Maya Celeste Laylor

Personal information
- Born: July 4, 1995 (age 30) Toronto, Ontario, Canada

Sport
- Country: Canada
- Sport: Weightlifting

Medal record
Women's weightlifting
Representing Canada
Commonwealth Games
| Gold medal – first place | 2022 Birmingham | 76 kg |
Commonwealth Championships
| Gold medal – first place | 2019 Apia | –71 kg |
| Gold medal – first place | 2021 Tashkent | –76 kg |

= Maya Laylor =

Canadian weightlifter (born 1995)

Maya Celeste Laylor (born July 4, 1995) is a Canadian weightlifter from Toronto, Ontario.
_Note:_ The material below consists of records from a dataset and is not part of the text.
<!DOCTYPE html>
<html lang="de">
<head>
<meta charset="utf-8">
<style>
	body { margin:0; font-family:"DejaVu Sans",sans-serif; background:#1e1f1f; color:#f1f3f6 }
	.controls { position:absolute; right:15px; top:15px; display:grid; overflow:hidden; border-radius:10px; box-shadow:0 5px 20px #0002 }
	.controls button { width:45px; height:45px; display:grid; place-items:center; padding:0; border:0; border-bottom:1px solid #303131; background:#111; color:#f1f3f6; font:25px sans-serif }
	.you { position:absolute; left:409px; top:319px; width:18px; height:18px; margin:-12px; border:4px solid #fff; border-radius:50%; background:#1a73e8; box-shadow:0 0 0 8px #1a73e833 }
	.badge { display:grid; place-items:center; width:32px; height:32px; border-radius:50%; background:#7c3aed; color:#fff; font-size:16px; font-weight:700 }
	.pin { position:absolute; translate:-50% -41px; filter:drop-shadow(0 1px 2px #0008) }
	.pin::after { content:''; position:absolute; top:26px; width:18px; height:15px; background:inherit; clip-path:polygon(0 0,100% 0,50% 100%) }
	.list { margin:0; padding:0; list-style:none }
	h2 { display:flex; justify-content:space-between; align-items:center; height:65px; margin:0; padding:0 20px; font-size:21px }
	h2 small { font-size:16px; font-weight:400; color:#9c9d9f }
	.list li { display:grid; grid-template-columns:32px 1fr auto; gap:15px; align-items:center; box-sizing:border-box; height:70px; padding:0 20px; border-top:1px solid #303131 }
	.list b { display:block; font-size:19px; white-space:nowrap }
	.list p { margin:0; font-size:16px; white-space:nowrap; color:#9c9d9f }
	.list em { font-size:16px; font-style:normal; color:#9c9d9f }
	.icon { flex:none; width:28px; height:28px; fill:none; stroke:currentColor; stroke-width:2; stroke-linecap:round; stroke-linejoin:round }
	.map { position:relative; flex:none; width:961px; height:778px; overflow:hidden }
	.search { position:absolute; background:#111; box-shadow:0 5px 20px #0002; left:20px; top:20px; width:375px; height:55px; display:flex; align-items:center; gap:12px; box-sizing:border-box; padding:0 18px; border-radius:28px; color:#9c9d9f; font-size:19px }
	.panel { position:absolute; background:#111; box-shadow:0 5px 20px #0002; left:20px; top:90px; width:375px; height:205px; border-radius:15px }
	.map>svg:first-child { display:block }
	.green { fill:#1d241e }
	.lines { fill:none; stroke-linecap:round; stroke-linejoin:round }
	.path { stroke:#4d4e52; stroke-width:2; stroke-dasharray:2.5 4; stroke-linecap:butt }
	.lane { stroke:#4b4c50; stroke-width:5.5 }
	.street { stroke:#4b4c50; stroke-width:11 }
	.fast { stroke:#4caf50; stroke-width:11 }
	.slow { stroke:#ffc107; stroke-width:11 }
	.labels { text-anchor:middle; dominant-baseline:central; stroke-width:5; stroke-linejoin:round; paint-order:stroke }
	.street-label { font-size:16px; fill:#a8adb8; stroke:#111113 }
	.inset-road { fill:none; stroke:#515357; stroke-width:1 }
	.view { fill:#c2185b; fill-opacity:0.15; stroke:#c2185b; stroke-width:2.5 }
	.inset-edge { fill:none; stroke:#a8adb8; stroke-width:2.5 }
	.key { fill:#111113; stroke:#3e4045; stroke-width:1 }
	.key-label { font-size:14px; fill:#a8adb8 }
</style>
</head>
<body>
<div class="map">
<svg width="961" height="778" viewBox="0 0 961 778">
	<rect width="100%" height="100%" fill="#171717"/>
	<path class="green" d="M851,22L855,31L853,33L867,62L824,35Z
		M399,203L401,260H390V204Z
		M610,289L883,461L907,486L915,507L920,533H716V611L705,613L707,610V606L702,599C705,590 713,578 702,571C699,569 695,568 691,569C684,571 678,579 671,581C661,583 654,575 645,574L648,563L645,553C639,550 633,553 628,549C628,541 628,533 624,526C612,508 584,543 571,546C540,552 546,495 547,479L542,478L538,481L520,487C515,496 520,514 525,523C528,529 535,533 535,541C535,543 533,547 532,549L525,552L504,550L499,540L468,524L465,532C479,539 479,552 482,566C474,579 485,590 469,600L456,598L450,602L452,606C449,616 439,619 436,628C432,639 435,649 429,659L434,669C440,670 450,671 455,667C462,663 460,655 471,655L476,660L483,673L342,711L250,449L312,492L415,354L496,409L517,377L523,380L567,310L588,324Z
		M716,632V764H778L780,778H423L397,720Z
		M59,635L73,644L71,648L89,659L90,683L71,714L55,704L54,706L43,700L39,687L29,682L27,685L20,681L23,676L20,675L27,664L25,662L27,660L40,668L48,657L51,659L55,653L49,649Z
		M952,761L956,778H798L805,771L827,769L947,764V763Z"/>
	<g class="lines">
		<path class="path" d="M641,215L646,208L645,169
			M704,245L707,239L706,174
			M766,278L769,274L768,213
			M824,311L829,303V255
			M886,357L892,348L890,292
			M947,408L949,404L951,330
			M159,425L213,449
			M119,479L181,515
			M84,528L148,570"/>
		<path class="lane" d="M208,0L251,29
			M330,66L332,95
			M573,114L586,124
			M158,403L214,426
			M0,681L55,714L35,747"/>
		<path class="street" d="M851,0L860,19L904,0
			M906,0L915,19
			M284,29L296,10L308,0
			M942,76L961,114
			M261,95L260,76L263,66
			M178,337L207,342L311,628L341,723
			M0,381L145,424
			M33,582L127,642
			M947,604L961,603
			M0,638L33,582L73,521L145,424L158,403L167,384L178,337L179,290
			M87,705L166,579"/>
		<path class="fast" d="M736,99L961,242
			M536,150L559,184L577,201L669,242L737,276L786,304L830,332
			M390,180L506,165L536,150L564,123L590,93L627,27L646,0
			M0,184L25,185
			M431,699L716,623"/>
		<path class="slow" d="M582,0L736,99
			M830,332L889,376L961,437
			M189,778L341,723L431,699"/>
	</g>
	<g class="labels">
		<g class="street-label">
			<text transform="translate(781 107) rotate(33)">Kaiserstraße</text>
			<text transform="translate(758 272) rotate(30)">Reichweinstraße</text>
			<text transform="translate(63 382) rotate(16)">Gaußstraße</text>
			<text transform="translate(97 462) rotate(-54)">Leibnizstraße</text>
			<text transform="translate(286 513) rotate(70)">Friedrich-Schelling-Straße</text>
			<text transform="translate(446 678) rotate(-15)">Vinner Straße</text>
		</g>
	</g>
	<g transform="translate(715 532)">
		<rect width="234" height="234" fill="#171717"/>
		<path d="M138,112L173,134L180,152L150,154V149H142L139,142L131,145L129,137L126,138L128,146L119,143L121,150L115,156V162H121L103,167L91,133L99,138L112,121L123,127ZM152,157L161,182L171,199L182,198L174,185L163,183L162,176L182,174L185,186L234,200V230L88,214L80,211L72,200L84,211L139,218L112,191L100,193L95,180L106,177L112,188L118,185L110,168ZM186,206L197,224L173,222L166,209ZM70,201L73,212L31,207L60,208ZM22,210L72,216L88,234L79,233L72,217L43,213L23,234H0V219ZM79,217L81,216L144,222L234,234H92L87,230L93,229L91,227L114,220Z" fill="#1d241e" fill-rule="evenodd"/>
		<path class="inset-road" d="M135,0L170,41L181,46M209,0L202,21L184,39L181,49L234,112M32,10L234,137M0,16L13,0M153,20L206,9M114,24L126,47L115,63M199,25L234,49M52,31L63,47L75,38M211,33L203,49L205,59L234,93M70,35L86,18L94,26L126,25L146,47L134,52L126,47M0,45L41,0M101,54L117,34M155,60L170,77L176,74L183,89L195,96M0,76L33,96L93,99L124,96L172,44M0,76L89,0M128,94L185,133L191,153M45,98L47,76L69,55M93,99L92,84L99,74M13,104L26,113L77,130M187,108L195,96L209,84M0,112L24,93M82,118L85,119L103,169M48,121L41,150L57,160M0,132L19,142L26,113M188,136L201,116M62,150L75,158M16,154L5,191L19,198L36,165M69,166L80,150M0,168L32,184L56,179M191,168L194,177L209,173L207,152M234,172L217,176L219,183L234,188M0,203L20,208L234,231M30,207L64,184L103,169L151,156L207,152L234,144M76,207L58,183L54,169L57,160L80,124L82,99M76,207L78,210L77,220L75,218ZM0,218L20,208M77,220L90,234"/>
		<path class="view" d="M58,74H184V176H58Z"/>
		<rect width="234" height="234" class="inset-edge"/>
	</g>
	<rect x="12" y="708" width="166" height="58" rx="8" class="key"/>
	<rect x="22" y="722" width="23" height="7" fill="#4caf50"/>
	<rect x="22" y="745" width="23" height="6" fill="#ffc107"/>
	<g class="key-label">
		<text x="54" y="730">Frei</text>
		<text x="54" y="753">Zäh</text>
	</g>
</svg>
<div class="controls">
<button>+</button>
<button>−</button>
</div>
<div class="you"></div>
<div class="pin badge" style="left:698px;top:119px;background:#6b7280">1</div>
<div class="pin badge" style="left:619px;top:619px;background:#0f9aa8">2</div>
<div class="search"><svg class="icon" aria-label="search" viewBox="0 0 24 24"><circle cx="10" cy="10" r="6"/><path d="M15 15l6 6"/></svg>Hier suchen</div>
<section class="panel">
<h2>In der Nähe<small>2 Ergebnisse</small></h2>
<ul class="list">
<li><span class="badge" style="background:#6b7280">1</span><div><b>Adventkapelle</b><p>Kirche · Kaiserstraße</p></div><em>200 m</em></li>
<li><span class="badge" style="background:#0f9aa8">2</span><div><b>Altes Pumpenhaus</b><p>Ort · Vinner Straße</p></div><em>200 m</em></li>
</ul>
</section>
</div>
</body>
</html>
She won the gold medal in the women's 76 kg event at the 2022 Commonwealth Games held in Birmingham, England.

==Career==
===Junior===
Laylor competed at two World Juniors Weightlifting Championships, finishing with a no mark in 2014 and 5th in 2015, both in the 69 kg event.

===Senior===
Laylor is a two time Commonwealth Weightlifting Championships champion.

In March 2022, Laylor was officially named to Canada's 2022 Commonwealth Games team. Laylor would go onto win the gold medal in the 76 kg event at the games.